External dependencies: The "golang.org/x/net/html" HTML parser package is required to build.

Why Did I Do This?

I've been reading a lot of posts stating that Go channels weren't good for solving recursive problems, so I wanted to find a good use case for channels that could eliminate the recursion. One obvious reason recursion can bad is because of the potential quick depletion of stack space. To be fair, recursion is a powerful model that often works well for solving certain mathematical problems, especially when used with functional paradigms, or in cases where the solution is expressed as a recursive function that is tail-recursive, where some smart compilers (or alert developers) can recognize this case and unwind the tail recursion into iterative non-recursive code in a rather mechanical fashion.

But for many use cases, solving a conceptually recursive problem by totally non-recursive means is a win. How to eliminate the recursion isn't always obvious, and channels are no exception, especially when doing something with potentially unbounded growth, such as web crawling.

After a bit of searching, I found a technique in Donovan and Kernighan's "The Go Programming Language" book that presents a "counting" technique, wherein each request to scan a page at a given URL is sent to one channel, and this is balanced by a response from that scan sent to another channel. When the count of outstanding requests reaches 0, we are done. To use this algorithm in a robust way, especially in the face of user or cloud-container based cancellation of the process, required significantly refining the idea to make it bullet-proof.

Two final notes: to make the problem a little more interesting, I added two new requirements: the first is for the crawl to build a histogram of the most commonly occurring words it finds in the text, as it parses the HTML for hrefs. So by default, it finds the most common words between length 5 and 8 . I was always curious about stuff like that, so why not?

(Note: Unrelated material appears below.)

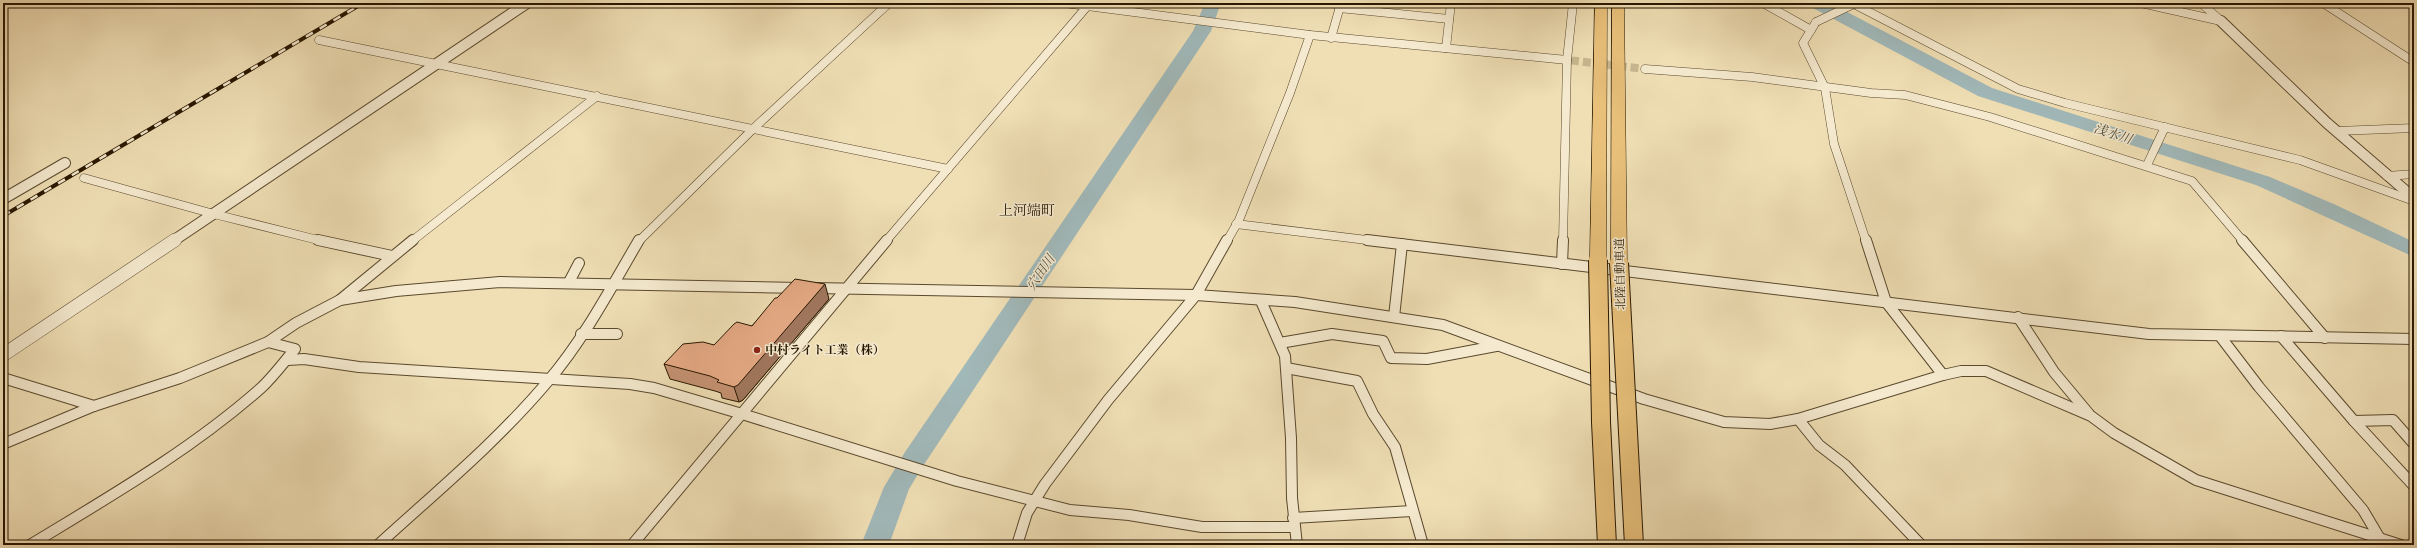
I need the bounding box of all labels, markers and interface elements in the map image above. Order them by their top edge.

Second requirement is that we use a fixed, but configurable number of goroutines. While one can configure/limit the number of CPUs to schedule goroutines on in a program, an app may want to limit resource usage, for example, network connections. Fixing the number of goroutines adresses this, so that goroutines not currently bound to an OS thread won't be holding a resource.

Back To Our Regularly Scheduled Program ...

This program finds the most frequently occurring words of a specified minimum length, and optionally a maximum length, for a given site. It is essentially a web crawler that makes its best effort to stay within the hostname of the original site. On a given page, it both scans for text, for which it builds a frequency histogram, plus it extracts the "href" links for further processing. At the end, the accumulated word count results for all pages visited is sorted, with the most frequent ones displayed.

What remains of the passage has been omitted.